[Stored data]
· · · · · · ·

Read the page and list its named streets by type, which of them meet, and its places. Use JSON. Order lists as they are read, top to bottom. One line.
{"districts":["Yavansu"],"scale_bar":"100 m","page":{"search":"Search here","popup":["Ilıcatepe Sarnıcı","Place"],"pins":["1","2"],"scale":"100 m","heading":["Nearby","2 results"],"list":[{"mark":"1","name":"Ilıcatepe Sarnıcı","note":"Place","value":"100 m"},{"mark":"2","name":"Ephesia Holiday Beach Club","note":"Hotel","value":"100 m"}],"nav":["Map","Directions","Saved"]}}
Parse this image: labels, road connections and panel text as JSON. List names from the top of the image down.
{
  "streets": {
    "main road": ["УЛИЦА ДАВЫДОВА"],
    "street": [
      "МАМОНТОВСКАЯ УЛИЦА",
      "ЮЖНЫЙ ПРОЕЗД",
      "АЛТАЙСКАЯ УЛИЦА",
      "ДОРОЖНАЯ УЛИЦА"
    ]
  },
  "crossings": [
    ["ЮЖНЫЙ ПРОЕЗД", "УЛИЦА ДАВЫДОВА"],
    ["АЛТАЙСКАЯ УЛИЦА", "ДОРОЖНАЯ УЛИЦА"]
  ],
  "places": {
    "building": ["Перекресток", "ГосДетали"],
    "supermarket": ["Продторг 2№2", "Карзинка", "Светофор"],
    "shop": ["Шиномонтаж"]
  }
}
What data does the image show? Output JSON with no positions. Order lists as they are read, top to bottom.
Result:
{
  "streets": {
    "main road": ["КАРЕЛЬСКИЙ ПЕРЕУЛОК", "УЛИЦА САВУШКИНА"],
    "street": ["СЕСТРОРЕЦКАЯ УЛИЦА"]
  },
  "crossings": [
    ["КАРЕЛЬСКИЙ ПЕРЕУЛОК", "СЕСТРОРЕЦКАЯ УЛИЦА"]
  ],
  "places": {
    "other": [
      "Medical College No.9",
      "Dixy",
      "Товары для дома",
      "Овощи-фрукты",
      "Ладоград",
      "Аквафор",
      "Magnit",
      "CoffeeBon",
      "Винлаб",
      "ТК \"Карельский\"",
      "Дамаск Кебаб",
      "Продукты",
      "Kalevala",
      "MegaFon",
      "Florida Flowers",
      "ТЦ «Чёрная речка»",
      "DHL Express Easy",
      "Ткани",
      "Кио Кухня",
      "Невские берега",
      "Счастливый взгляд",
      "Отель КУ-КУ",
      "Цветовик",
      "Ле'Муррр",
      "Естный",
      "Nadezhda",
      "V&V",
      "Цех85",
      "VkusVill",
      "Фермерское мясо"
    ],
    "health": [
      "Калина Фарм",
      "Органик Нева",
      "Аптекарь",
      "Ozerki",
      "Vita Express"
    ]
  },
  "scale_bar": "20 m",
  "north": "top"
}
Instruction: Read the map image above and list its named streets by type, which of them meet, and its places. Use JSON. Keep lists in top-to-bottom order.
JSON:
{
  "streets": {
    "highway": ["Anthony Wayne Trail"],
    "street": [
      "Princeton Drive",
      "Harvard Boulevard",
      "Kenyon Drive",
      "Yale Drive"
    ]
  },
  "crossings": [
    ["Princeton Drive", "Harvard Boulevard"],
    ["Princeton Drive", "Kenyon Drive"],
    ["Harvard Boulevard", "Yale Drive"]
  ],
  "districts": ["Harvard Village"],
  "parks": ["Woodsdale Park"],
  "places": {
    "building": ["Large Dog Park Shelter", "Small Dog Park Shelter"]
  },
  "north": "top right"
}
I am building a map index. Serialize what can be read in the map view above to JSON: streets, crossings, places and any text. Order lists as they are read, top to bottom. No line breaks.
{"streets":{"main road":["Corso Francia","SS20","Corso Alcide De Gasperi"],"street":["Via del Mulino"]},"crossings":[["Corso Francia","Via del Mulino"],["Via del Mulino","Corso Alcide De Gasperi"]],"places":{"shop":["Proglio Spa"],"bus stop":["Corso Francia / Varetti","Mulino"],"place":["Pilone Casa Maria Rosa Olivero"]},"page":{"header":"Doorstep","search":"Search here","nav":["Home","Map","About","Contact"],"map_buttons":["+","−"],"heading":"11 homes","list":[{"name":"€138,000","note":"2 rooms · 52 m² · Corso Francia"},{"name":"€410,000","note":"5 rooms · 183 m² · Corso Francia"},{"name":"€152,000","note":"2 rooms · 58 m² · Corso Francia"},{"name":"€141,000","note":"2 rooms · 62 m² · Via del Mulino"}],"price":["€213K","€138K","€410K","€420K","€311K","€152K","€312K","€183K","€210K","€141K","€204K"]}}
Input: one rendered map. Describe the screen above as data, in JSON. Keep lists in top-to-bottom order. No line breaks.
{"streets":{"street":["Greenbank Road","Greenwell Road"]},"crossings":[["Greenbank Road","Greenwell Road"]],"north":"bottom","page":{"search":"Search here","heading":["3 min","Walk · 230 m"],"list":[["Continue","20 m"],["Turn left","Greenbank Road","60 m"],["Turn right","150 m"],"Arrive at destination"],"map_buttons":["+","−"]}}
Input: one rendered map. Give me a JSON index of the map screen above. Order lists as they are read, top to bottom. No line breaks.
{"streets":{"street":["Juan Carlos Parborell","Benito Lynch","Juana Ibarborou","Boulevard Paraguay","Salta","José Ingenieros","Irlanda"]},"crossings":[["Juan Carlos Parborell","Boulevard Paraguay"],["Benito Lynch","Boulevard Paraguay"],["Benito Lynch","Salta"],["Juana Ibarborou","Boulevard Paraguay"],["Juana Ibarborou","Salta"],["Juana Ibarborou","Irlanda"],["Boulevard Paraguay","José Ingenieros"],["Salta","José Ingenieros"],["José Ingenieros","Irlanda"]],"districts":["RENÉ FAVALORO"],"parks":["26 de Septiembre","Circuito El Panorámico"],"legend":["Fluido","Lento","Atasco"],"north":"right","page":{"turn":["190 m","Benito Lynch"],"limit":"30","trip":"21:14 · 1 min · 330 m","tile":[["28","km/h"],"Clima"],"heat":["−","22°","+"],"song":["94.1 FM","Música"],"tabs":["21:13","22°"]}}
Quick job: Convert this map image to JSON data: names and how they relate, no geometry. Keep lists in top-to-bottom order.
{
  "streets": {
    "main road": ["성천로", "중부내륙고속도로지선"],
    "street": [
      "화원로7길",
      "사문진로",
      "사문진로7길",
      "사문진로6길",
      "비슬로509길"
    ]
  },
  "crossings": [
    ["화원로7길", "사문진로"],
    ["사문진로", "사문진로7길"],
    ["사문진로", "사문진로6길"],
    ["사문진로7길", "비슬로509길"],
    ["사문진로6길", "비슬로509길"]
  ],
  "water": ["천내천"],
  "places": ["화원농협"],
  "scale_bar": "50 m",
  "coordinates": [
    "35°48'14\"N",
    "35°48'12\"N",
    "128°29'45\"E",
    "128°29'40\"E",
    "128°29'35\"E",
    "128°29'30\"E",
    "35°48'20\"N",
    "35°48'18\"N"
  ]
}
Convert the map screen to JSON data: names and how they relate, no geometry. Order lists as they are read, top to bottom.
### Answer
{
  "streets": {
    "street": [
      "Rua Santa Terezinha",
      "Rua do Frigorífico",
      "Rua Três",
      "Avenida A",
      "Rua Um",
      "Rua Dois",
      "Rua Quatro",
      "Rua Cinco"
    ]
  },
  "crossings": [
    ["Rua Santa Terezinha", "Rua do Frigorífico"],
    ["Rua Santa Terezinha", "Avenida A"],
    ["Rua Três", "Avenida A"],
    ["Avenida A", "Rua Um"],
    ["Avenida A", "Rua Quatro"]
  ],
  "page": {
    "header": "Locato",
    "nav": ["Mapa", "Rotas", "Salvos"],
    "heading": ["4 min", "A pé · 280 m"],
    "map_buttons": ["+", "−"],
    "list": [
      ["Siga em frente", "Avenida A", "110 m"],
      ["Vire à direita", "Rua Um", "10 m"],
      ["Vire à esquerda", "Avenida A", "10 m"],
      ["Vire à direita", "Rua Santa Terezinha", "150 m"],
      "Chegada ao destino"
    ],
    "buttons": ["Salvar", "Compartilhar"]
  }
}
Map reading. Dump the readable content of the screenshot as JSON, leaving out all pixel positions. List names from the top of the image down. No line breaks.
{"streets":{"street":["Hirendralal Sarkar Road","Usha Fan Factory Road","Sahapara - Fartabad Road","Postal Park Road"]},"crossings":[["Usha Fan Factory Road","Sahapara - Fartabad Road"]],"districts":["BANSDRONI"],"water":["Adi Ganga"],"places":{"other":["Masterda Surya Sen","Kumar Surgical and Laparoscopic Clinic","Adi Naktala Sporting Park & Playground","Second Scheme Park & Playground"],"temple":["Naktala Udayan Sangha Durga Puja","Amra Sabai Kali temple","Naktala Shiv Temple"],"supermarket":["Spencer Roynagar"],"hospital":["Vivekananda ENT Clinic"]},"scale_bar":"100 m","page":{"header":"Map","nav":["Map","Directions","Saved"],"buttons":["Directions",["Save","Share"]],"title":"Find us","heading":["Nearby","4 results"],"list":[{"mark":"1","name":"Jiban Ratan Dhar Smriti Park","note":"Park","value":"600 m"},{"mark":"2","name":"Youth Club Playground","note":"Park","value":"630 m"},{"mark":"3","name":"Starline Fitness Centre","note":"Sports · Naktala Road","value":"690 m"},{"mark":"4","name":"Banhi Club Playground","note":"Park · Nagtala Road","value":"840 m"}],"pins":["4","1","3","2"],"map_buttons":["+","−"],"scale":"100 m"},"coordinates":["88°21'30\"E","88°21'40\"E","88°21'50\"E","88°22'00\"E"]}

· · · · · · ·

_Your assignment_
Take the entries above and return only the lines from the one with "What data does" to the one with "Instruction: Read the", both included, unchanged.

_Answer area_
What data does the image show? Output JSON with no positions. Order lists as they are read, top to bottom.
Result:
{
  "streets": {
    "main road": ["КАРЕЛЬСКИЙ ПЕРЕУЛОК", "УЛИЦА САВУШКИНА"],
    "street": ["СЕСТРОРЕЦКАЯ УЛИЦА"]
  },
  "crossings": [
    ["КАРЕЛЬСКИЙ ПЕРЕУЛОК", "СЕСТРОРЕЦКАЯ УЛИЦА"]
  ],
  "places": {
    "other": [
      "Medical College No.9",
      "Dixy",
      "Товары для дома",
      "Овощи-фрукты",
      "Ладоград",
      "Аквафор",
      "Magnit",
      "CoffeeBon",
      "Винлаб",
      "ТК \"Карельский\"",
      "Дамаск Кебаб",
      "Продукты",
      "Kalevala",
      "MegaFon",
      "Florida Flowers",
      "ТЦ «Чёрная речка»",
      "DHL Express Easy",
      "Ткани",
      "Кио Кухня",
      "Невские берега",
      "Счастливый взгляд",
      "Отель КУ-КУ",
      "Цветовик",
      "Ле'Муррр",
      "Естный",
      "Nadezhda",
      "V&V",
      "Цех85",
      "VkusVill",
      "Фермерское мясо"
    ],
    "health": [
      "Калина Фарм",
      "Органик Нева",
      "Аптекарь",
      "Ozerki",
      "Vita Express"
    ]
  },
  "scale_bar": "20 m",
  "north": "top"
}
Instruction: Read the map image above and list its named streets by type, which of them meet, and its places. Use JSON. Keep lists in top-to-bottom order.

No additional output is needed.